Energy consultants and analysts also have lined up against the panel’s proposed changes.

Tristone Capital analysts said there were “attributes” in some of the recommendations, but overall, the panel’s conclusions “steer away from underlying principles,” and “failed to assess how Alberta’s royalty system compares with other regimes based on a comprehensive inter-jurisdictional competitive analysis, incorporating industry decision-making criteria such as rate of return, net present value and profitability ratio analysis.”

An independent analysis by Tristone “found the data used to be misleading, with some evaluation processes generating unsubstantiated conclusions, but above all, the recommendations in the report fail to account for key rate of return analyses.”

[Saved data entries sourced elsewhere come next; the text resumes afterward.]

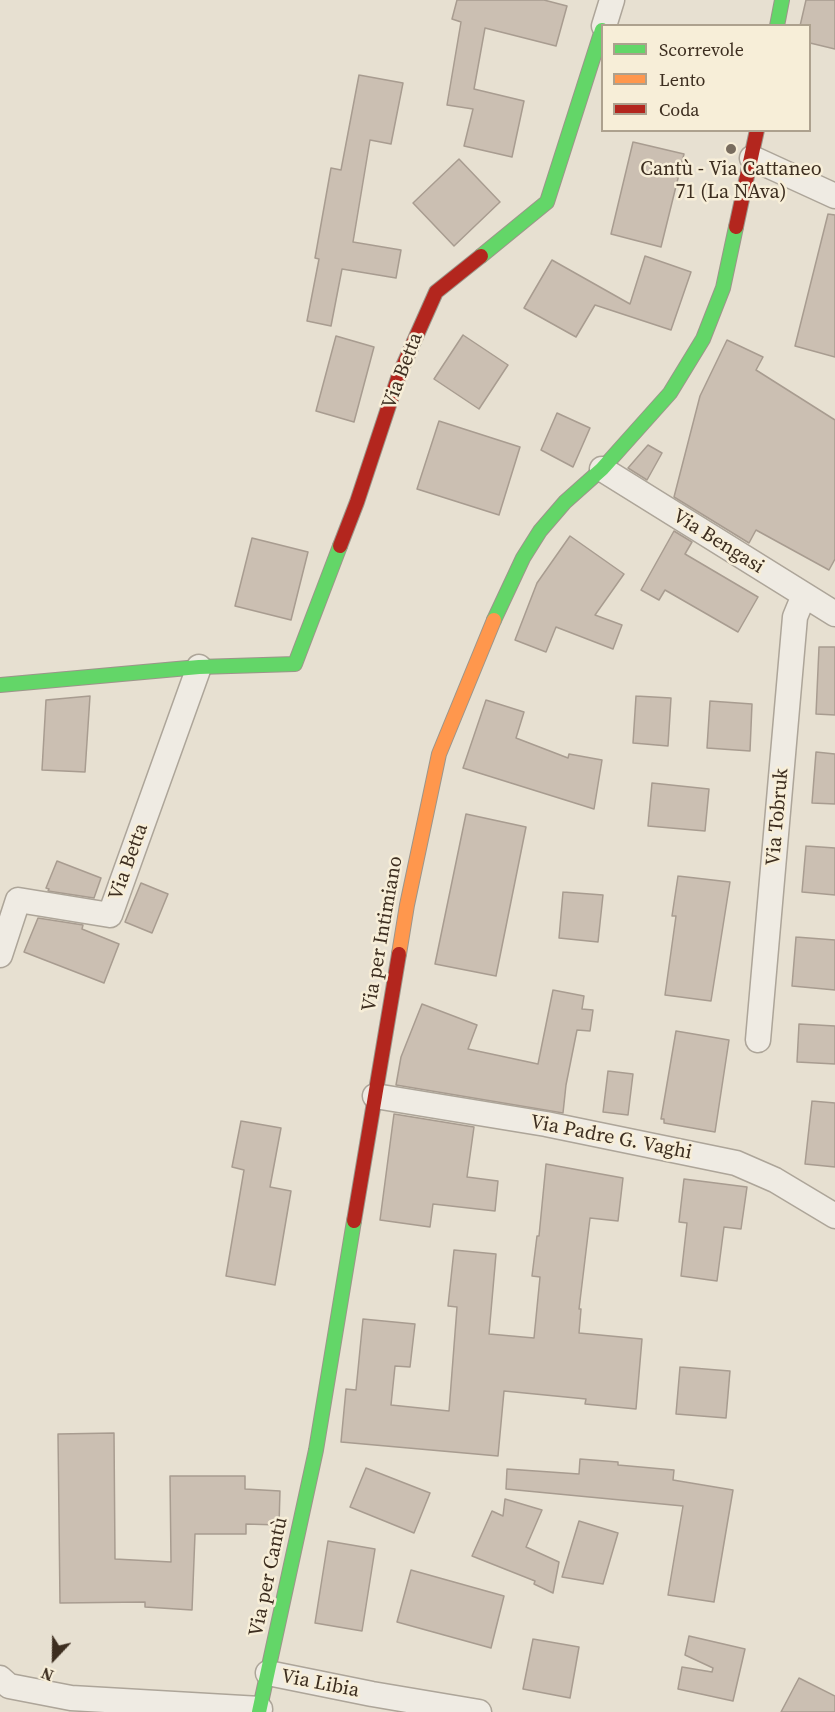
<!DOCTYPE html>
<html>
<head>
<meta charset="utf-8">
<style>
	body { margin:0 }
	#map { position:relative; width:835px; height:1712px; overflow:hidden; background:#e7e0d1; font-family:"Source Serif 4",serif }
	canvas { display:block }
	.legend { position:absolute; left:601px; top:24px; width:210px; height:108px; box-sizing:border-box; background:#f7eed8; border:2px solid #ada18e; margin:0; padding:8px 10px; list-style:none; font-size:18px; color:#3d2e20 }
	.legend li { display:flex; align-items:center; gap:12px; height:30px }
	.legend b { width:30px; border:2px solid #ada18e }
	.north { position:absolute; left:24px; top:1628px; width:60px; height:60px; -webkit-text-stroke:4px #f7eed8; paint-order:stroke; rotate:202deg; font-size:16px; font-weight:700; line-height:24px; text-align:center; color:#3d2e20 }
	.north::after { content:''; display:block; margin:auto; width:21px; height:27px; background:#3d2e20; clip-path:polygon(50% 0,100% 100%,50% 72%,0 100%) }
</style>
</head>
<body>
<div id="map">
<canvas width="835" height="1712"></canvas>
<ul class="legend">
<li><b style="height:8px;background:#63d668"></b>Scorrevole</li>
<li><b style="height:8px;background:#ff974d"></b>Lento</li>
<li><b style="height:8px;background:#b3261e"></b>Coda</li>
</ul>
<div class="north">N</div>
</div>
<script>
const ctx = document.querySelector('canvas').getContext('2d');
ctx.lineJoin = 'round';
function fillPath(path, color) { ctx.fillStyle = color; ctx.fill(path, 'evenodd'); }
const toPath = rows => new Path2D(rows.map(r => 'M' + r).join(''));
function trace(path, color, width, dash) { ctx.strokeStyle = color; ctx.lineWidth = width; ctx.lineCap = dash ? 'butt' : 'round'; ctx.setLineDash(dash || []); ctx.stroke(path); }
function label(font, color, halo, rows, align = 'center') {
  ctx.font = font + ' "Source Serif 4",serif'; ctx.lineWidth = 5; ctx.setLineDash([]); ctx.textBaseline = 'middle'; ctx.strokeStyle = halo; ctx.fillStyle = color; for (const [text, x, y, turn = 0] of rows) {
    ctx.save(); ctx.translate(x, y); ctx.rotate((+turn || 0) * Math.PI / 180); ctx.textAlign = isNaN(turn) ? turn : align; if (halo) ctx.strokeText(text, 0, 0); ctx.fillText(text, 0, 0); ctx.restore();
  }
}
const building = toPath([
	[457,0,544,0,567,6,556,46,485,28,474,89,524,101,512,157,464,146,473,109,447,105,461,22,452,19,457,0],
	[806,0,835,0,835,49,810,43,810,26,800,26,806,0],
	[359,75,403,83,391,144,370,140,353,242,401,250,396,278,342,269,331,326,307,321,319,259,315,258,331,168,341,170,359,75],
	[633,142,684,154,661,247,611,234,633,142],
	[459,159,500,202,454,246,413,203,459,159],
	[828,214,835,215,835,357,795,346,828,214],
	[645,256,691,272,671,330,595,305,576,337,524,308,552,260,630,304,645,256],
	[463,335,508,365,479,409,434,379,463,335],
	[336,336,374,347,354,422,316,411,336,336],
	[727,340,763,357,756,370,835,420,835,559,829,570,756,530,749,543,674,497,700,396,727,340],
	[557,413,590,428,573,467,541,450,557,413],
	[439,421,520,447,499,515,417,489,439,421],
	[648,445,662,453,647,480,628,468,648,445],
	[674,531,692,542,685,554,758,597,738,632,665,590,659,600,641,590,674,531],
	[570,536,624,574,595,615,622,625,613,649,556,627,546,652,515,640,537,583,570,536],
	[252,538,308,552,291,620,235,606,252,538],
	[819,647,835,647,835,715,816,714,819,647],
	[90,696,85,772,42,770,46,700,90,696],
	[636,696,671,698,668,746,633,743,636,696],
	[486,700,524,712,516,738,568,758,569,754,602,760,594,809,463,768,486,700],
	[710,701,752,704,750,751,707,748,710,701],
	[816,752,835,754,835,804,812,803,816,752],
	[652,783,709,789,705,831,648,826,652,783],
	[466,814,526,827,496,976,435,964,466,814],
	[806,846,835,848,835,895,802,892,806,846],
	[57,861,101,878,94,898,48,891,49,889,46,888,57,861],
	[678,876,730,882,711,1001,665,995,676,916,672,916,678,876],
	[141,883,168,894,152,933,125,922,141,883],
	[563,892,603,895,598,942,559,938,563,892],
	[38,918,83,925,82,929,119,944,104,983,24,952,38,918],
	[796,937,835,940,835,990,792,986,796,937],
	[553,990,584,996,582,1009,593,1010,590,1031,577,1030,566,1085,563,1113,396,1085,401,1057,422,1004,477,1025,468,1049,538,1064,553,990],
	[799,1024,835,1026,835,1064,797,1062,799,1024],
	[676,1031,729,1040,715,1132,664,1123,664,1119,661,1119,676,1031],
	[608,1071,633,1074,628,1115,603,1112,608,1071],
	[812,1101,835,1103,835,1167,805,1164,812,1101],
	[394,1114,474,1127,467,1177,498,1181,495,1211,433,1204,430,1227,380,1220,394,1114],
	[241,1121,281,1128,270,1187,291,1191,275,1285,226,1276,244,1170,232,1167,241,1121],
	[546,1164,623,1178,618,1221,590,1218,579,1309,581,1309,579,1333,642,1339,636,1409,585,1404,586,1399,504,1391,498,1456,341,1442,346,1389,356,1390,363,1319,415,1324,410,1367,395,1366,391,1405,449,1411,457,1307,448,1306,454,1250,496,1254,489,1334,534,1338,540,1277,532,1276,537,1236,539,1236,546,1164],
	[684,1179,747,1187,741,1229,724,1227,717,1281,681,1276,687,1223,679,1222,684,1179],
	[680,1367,730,1371,726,1418,676,1414,680,1367],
	[114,1433,115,1559,171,1562,170,1476,245,1476,245,1489,280,1491,279,1525,246,1524,246,1534,195,1534,192,1610,145,1607,145,1602,60,1603,58,1434,114,1433],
	[580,1459,618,1462,618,1465,674,1470,673,1480,733,1490,714,1602,668,1595,683,1506,506,1489,507,1469,579,1474,580,1459],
	[366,1468,430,1493,414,1533,350,1507,366,1468],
	[505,1499,542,1510,526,1547,559,1562,553,1593,534,1584,535,1581,472,1556,492,1511,503,1516,505,1499],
	[579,1521,618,1533,603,1584,562,1577,579,1521],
	[328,1541,375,1549,362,1631,315,1623,328,1541],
	[411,1570,504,1596,491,1648,397,1622,411,1570],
	[689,1636,745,1649,733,1701,678,1689,682,1667,712,1672,713,1668,685,1655,689,1636],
	[533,1639,579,1647,570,1698,523,1689,533,1639],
	[799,1678,835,1696,835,1712,781,1712,799,1678]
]);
const street = toPath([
	[604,26,612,0],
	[752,158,835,196],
	[602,469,835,614],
	[0,955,18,900,110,915,199,667],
	[758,1040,795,617,804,595],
	[375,1096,546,1124,736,1163,775,1180,835,1216],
	[268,1673,372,1694,479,1712],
	[0,1678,9,1686,71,1698,260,1709]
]);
const fast = toPath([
	[777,26,782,0],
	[481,256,547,202,602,30],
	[494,620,523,558,540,531,565,502,602,469,670,393,703,339,723,288,736,227],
	[0,685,199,667,295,664,340,546],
	[259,1712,316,1450,354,1221]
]);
const slow = toPath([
	[399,954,407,905,439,754,494,620]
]);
const jam = toPath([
	[736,227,757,130],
	[340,546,357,502,399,375,436,292,481,256],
	[354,1221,399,954]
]);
const markers = [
	[731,149,6,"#786c5e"]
];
const poiNames = [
	["Cantù - Via Cattaneo",731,170],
	["71 (La NAva)",731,193]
];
const streetNames = [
	["Via Betta",403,371,-69],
	["Via Bengasi",718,542,32],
	["Via Tobruk",778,817,-85],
	["Via Betta",129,862,-70],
	["Via per Intimiano",383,934,-80],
	["Via Padre G. Vaghi",611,1138,11],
	["Via per Cantù",269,1577,-78],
	["Via Libia",320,1684,11]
];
fillPath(building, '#cbbfb2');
trace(building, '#a89c90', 1.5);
trace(street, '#ada599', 27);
trace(fast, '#9c958a', 16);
trace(slow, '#9c958a', 16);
trace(jam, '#9c958a', 16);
trace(street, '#efebe3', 24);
trace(fast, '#63d668', 14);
trace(slow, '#ff974d', 14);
trace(jam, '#b3261e', 14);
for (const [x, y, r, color] of markers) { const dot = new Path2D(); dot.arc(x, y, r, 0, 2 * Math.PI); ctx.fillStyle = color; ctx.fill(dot); trace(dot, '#f7eed8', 2); }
label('20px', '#3d2e20', '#f7eed8', poiNames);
label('20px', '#3d2e20', '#f7eed8', streetNames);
</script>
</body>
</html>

Under the proposal, Tristone estimates that government resource-related revenue will fall by C$2 billion by 2010, “as the disincentives created by the royalty regime will see Alberta lag in competitiveness relative to other jurisdictions and capital will flow out of the province.”

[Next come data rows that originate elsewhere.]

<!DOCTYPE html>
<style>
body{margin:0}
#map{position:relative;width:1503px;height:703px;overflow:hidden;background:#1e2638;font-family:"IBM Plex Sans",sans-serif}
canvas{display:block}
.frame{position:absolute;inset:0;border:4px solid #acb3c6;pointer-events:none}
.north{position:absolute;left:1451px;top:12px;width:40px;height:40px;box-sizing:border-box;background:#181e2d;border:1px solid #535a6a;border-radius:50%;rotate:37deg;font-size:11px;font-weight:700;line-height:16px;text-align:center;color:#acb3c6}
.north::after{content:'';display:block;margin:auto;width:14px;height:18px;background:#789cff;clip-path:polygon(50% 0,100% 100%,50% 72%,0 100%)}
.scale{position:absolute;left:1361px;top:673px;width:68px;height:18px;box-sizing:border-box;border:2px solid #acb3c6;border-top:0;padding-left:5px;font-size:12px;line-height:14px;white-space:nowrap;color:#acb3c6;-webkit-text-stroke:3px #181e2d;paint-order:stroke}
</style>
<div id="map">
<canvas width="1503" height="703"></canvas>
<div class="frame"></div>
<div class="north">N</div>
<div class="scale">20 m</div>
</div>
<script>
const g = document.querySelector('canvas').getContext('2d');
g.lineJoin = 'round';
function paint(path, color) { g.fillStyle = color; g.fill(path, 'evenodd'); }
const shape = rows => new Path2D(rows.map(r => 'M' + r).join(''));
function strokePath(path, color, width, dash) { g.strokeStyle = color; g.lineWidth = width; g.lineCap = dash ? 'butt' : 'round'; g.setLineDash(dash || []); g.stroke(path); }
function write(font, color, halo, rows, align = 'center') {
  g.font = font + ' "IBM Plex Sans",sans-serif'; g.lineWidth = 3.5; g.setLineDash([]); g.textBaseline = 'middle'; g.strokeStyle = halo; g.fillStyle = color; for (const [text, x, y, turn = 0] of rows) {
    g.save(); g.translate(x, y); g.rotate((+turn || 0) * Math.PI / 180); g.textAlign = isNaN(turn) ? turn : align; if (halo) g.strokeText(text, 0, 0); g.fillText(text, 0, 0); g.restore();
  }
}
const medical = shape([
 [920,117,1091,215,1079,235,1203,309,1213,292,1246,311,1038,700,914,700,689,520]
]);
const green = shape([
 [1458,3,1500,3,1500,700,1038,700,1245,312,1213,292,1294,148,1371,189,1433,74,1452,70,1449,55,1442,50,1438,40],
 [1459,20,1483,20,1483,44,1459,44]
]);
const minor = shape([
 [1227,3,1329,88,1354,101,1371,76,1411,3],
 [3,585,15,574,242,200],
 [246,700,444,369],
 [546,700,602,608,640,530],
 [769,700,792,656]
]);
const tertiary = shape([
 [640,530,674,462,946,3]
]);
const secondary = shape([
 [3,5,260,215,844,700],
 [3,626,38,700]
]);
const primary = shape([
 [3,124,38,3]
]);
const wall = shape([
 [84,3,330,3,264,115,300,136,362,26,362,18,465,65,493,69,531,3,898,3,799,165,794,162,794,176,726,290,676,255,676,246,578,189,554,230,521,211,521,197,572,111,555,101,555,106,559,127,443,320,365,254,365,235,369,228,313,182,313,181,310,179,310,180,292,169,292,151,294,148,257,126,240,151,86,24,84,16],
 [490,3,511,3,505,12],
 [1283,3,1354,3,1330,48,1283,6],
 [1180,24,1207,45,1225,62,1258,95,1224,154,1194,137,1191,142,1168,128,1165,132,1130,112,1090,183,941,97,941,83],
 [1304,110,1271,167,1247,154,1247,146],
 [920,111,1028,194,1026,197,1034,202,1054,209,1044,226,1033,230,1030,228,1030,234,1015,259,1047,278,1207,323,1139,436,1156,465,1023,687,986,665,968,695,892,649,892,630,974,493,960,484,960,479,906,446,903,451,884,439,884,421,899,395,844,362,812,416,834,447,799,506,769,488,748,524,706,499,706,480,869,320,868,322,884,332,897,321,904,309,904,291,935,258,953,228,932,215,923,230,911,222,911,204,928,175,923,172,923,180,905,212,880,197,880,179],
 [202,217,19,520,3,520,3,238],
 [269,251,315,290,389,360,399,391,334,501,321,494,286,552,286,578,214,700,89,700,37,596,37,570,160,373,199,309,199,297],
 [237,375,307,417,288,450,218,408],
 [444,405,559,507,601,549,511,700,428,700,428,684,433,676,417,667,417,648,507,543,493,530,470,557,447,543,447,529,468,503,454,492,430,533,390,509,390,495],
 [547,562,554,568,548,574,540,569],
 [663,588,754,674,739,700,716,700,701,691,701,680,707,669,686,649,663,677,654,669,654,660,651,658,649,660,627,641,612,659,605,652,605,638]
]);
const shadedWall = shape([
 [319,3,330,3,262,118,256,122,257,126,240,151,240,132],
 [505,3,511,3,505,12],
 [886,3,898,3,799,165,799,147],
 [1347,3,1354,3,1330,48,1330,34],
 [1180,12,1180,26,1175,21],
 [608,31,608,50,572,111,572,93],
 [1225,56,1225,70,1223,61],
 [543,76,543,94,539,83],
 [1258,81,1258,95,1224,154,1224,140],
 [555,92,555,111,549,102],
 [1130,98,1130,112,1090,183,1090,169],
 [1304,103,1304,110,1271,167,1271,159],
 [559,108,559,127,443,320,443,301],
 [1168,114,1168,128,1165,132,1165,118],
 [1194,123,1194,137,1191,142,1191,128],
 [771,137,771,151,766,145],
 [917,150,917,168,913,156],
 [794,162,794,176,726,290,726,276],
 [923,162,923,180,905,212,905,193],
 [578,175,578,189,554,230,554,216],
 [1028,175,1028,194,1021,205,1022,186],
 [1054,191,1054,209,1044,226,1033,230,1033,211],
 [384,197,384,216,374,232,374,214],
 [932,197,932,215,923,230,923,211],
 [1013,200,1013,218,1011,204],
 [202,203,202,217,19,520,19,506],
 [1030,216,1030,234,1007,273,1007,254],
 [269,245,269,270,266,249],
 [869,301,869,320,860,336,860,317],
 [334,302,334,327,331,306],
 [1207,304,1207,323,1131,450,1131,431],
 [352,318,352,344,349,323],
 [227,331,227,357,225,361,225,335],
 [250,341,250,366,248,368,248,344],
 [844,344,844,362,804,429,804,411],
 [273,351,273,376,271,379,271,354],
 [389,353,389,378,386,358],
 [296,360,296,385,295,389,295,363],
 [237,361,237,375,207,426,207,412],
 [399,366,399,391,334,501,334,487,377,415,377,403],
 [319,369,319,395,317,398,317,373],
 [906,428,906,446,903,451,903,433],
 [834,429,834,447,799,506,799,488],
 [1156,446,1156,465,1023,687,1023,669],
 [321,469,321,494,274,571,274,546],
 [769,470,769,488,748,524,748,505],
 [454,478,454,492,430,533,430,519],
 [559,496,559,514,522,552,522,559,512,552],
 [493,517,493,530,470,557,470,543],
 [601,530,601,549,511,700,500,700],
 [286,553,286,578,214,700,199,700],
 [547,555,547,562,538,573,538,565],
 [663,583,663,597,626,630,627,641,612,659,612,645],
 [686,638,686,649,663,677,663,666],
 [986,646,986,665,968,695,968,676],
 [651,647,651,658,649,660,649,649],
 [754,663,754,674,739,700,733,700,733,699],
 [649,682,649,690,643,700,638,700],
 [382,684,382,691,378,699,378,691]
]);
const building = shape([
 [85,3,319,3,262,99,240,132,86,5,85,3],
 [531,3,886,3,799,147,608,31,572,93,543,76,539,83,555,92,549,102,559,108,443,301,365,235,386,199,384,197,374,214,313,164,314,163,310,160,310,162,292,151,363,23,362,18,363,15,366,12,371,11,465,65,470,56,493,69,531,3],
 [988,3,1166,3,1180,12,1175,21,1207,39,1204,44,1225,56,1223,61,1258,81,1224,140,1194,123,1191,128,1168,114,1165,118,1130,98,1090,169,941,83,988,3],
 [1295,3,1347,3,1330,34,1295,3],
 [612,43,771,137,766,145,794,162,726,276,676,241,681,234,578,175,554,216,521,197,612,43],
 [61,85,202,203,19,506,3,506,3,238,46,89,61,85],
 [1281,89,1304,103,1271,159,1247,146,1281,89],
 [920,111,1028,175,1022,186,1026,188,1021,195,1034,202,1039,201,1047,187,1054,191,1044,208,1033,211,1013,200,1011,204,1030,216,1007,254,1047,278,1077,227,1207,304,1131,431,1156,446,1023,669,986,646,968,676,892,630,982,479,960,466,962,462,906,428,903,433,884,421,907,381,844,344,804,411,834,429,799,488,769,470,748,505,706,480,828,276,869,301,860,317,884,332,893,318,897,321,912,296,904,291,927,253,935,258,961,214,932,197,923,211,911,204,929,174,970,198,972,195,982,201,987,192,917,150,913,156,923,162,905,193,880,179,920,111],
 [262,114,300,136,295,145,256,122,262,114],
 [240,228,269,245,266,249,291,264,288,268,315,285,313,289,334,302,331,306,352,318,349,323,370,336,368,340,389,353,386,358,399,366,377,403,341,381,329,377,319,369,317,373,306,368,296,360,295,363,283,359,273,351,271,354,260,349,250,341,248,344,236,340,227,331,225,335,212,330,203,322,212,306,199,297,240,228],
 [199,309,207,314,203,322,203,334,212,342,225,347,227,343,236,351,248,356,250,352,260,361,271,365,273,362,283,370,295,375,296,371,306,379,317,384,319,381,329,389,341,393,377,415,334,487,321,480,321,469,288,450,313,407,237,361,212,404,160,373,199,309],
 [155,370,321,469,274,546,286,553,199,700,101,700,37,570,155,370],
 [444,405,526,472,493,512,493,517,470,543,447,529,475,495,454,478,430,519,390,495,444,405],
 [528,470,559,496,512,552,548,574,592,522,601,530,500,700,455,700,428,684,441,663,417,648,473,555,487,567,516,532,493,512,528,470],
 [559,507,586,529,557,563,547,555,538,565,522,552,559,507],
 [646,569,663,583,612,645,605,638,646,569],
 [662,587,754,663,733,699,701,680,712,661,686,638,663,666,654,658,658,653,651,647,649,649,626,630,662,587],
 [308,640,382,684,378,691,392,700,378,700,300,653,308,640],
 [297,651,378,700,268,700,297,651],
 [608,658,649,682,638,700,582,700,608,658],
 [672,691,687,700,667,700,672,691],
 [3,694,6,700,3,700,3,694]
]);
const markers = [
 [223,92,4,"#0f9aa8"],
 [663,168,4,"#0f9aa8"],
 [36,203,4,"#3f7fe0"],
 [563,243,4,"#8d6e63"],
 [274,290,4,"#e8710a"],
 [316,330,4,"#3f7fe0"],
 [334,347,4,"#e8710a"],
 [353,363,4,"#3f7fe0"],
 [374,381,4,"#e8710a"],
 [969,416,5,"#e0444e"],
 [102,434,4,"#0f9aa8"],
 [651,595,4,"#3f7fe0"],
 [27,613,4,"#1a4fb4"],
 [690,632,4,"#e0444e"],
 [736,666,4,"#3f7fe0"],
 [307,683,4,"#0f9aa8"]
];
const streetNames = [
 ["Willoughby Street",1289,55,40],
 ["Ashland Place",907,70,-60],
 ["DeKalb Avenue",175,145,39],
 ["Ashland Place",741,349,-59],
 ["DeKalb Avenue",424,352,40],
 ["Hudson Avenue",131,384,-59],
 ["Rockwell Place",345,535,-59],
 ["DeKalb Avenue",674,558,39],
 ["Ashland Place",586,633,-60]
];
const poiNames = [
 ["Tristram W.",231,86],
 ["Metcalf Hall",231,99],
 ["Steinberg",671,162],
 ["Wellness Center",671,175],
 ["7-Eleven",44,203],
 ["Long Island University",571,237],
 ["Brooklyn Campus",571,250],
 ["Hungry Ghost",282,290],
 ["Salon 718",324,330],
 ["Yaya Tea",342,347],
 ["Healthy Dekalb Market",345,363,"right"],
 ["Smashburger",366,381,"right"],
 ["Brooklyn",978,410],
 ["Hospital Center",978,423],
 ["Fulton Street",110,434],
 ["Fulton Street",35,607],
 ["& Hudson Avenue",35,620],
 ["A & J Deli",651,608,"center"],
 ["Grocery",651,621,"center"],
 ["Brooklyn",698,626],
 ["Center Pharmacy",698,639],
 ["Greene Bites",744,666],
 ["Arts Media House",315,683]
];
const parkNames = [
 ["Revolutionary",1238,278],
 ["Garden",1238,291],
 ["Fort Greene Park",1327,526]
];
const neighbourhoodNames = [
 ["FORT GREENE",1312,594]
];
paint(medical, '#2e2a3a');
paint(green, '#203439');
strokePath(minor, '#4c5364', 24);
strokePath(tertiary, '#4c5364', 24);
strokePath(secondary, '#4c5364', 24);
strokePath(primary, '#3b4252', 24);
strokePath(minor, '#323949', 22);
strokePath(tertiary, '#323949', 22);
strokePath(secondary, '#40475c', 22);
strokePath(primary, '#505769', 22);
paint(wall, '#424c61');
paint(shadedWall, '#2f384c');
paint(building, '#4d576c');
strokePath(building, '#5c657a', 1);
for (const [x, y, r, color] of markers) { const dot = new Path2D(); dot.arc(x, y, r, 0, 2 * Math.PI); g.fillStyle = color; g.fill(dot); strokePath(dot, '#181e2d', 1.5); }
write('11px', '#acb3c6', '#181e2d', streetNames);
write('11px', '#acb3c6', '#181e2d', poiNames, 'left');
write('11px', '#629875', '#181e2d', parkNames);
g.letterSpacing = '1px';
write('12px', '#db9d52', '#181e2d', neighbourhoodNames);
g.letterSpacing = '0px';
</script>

FirstEnergy analysts noted that Alberta royalties on conventional oil and natural gas are up 128% over the past seven years, “keeping pace with revenues, which are up 133%. During this time, the developers have continued to responsibly reinvest in resource development, adding 6.7 billion boe for the owners. The consequences of any change to the royalty regime would be decreased investment in the province.”

The Alberta government said it intends to listen to all sides before it responds to the royalty panel’s recommendations. An announcement is expected within a couple of weeks.

“The decision on the royalty report will affect Alberta and our energy sector for decades to come,” said Stelmach. “While the formal consultation is over, we have not stopped listening.” The province also plans to keep the communication channels open with the energy industry as part of the review process. Deputy Premier Ron Stevens is the lead liaison with the energy industry.